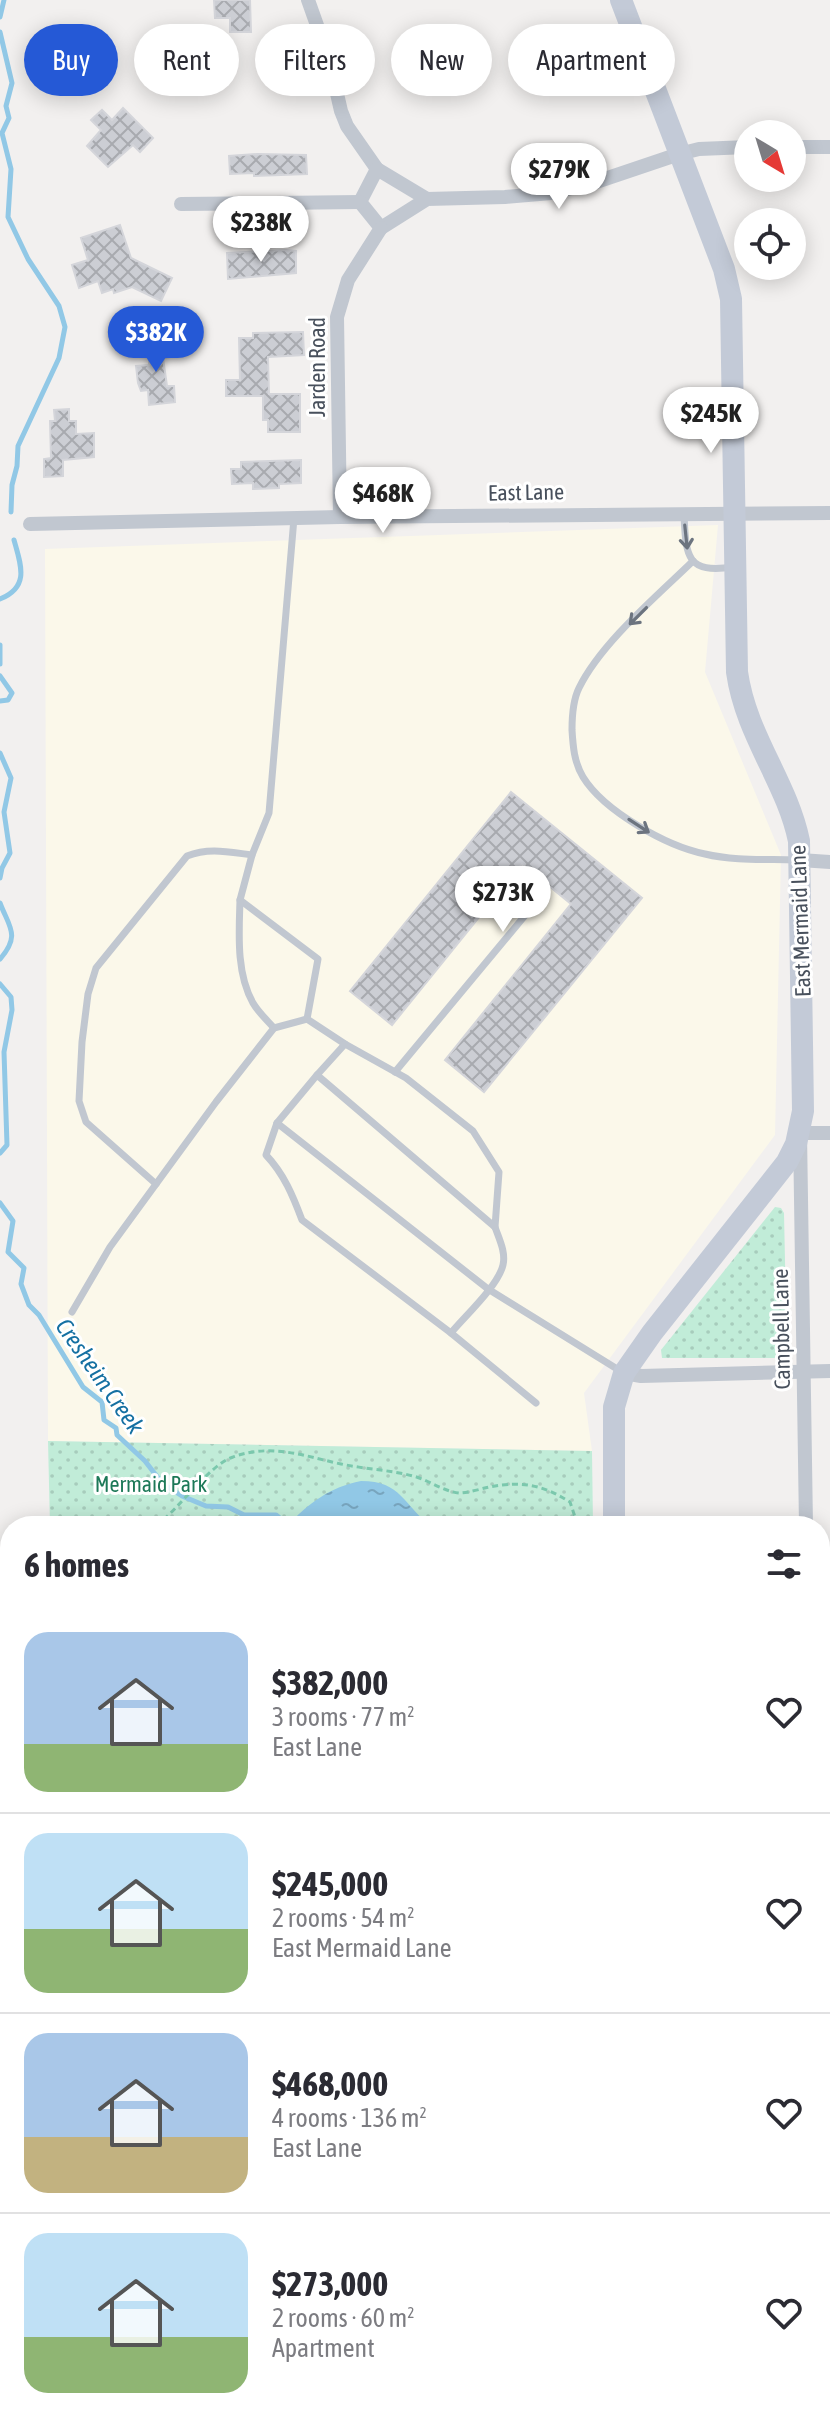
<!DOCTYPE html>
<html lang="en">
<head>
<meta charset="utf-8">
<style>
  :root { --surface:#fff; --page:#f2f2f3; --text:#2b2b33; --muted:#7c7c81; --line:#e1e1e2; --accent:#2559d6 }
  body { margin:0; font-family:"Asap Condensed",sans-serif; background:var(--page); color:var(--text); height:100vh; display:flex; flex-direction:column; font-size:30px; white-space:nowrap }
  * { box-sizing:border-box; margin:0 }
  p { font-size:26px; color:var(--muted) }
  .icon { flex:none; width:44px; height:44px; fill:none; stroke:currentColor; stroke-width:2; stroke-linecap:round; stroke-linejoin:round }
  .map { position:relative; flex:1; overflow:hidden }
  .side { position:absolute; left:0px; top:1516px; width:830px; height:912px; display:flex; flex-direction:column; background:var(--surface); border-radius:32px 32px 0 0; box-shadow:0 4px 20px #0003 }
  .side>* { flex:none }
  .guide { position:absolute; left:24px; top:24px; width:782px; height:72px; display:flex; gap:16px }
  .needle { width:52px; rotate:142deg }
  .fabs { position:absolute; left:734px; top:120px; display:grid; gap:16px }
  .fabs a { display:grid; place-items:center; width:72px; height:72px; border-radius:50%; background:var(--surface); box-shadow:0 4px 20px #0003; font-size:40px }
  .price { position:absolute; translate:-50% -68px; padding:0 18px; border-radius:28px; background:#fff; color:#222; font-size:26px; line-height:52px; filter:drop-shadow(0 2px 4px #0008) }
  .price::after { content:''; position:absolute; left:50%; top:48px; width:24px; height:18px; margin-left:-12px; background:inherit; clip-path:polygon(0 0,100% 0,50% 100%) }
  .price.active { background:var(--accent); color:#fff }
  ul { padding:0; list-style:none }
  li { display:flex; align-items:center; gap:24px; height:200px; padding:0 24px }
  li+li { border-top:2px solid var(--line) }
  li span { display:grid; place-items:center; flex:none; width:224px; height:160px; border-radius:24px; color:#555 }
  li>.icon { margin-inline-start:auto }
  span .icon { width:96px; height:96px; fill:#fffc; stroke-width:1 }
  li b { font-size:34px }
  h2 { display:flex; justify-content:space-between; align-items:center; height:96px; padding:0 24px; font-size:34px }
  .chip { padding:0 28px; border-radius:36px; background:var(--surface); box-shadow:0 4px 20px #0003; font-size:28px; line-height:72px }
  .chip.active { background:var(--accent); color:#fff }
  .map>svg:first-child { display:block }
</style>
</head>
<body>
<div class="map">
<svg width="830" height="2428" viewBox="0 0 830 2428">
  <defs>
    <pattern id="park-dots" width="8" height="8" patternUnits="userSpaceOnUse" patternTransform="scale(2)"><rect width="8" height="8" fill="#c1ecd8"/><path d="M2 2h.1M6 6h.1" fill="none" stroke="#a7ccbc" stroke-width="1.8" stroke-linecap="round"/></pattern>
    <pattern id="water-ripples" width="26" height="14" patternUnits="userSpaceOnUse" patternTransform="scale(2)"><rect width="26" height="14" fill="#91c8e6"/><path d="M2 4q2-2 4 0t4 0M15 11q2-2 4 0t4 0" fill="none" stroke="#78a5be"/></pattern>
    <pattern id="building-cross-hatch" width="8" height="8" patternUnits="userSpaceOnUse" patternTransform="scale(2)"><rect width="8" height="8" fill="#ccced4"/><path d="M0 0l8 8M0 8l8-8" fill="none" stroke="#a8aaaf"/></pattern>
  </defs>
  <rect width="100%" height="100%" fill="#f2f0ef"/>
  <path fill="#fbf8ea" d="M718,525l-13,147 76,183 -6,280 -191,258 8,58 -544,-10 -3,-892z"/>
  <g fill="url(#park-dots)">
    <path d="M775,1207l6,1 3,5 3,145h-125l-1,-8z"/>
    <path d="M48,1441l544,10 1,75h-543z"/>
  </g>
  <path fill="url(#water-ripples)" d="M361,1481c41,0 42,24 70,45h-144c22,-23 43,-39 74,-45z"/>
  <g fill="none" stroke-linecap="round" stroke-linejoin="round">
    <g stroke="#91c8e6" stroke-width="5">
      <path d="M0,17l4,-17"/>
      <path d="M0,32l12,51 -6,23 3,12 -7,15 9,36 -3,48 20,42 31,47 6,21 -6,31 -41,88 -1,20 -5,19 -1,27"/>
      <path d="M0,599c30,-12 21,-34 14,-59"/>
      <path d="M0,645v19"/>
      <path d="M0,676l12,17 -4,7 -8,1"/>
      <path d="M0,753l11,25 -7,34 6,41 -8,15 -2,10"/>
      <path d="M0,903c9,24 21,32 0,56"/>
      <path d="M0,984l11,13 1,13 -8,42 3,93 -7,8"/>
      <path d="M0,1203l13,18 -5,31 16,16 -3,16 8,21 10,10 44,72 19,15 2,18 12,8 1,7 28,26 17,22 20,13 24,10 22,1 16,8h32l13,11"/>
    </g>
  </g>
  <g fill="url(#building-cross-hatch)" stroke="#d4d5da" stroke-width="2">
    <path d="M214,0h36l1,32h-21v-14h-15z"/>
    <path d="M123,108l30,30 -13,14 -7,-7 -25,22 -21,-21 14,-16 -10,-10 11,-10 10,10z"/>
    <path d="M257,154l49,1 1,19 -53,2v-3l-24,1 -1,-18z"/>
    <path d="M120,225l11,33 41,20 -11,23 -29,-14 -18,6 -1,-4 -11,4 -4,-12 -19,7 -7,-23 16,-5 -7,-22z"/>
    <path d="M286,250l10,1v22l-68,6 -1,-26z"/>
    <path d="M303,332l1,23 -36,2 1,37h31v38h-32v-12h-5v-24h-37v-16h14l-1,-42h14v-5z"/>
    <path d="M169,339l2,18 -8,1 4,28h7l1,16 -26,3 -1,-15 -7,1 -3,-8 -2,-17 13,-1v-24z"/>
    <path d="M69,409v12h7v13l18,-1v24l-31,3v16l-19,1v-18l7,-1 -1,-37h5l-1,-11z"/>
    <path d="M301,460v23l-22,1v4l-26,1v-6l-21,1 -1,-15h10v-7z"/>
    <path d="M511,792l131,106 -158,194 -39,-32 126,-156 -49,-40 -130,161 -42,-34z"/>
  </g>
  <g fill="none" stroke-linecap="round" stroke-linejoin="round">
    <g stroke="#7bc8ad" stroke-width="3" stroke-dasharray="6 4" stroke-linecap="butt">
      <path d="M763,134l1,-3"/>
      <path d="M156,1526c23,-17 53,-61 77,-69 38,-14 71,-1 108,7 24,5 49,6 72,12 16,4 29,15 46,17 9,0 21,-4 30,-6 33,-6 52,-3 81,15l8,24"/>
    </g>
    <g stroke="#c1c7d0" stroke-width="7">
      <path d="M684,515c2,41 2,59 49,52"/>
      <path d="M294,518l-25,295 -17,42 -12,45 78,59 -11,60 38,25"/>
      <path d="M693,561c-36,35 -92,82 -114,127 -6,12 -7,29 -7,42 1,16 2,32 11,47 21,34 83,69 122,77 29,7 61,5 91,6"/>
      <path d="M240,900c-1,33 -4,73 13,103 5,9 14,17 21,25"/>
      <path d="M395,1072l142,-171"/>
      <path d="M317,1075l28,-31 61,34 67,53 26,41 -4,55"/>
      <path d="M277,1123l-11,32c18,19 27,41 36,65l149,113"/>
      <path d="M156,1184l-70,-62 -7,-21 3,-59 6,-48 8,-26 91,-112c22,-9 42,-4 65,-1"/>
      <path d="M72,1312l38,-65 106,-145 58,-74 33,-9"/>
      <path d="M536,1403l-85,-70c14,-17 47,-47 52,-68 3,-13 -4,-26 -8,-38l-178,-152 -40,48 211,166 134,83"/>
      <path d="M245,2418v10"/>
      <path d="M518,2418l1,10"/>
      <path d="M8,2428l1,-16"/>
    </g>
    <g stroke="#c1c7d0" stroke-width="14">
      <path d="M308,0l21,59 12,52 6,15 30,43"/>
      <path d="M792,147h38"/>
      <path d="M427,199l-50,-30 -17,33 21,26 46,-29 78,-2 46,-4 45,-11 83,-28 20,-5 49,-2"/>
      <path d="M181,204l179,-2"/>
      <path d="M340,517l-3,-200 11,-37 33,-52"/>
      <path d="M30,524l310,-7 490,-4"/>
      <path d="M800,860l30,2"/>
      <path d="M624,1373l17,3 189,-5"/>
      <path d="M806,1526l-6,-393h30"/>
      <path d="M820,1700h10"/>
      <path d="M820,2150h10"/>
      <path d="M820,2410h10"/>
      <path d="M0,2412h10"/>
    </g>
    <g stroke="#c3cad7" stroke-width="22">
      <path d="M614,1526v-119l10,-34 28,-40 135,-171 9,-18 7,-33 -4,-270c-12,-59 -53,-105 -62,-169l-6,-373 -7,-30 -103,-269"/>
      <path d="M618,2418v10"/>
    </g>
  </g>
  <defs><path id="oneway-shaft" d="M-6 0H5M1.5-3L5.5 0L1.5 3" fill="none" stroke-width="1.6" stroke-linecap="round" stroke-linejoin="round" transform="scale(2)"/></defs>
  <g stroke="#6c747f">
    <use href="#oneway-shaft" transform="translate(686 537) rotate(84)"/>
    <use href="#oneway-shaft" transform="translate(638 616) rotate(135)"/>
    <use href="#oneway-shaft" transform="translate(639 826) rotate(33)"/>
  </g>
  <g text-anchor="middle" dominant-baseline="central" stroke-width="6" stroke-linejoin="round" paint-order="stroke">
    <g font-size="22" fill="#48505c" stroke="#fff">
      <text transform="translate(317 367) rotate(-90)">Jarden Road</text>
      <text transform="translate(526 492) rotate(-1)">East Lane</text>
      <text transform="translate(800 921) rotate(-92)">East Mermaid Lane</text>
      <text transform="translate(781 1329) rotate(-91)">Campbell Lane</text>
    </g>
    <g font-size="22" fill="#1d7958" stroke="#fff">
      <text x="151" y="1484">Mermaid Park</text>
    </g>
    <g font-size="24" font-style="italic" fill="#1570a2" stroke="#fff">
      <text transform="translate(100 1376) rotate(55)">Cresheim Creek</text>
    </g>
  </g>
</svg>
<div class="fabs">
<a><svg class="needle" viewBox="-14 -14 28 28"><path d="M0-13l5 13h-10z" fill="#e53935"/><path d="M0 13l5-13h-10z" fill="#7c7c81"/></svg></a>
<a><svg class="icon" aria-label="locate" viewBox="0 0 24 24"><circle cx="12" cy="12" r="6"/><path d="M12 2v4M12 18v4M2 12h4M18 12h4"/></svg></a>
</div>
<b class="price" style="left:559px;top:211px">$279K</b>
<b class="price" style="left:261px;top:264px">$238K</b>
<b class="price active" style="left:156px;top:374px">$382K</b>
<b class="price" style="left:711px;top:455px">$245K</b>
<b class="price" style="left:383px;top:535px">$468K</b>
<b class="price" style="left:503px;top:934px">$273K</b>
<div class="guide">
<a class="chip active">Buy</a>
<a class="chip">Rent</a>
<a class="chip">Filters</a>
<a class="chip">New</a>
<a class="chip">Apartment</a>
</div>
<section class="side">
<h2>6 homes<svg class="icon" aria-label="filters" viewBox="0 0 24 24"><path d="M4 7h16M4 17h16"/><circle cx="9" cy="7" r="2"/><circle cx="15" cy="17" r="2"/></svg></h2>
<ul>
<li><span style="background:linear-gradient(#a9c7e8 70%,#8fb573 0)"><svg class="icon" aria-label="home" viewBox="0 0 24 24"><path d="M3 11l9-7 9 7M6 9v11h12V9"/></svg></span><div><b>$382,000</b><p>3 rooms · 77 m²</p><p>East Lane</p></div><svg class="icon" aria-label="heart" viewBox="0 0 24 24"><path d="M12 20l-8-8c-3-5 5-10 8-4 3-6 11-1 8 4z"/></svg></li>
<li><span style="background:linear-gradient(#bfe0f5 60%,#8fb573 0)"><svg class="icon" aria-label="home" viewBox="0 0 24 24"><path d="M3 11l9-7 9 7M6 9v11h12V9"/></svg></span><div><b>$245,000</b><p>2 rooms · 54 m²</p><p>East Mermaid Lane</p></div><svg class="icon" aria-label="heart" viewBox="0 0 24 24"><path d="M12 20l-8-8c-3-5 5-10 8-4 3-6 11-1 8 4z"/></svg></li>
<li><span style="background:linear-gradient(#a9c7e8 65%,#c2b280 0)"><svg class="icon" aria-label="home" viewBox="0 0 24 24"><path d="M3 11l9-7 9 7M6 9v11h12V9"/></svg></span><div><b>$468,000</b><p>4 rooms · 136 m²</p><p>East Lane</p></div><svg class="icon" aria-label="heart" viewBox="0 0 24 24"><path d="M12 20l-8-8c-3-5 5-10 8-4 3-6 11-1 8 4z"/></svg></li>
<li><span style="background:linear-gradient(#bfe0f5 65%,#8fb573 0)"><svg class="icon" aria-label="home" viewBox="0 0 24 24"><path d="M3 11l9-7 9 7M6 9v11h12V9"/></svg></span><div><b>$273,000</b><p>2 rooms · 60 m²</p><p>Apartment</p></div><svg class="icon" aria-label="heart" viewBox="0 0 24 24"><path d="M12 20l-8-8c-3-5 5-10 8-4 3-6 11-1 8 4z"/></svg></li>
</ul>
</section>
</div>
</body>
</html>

○ ○ ○ ○ ○

**YOUR OBJECTIVE**
The number of lines in the data that contain the word "column" is all that should be stated.

**RESULT**
2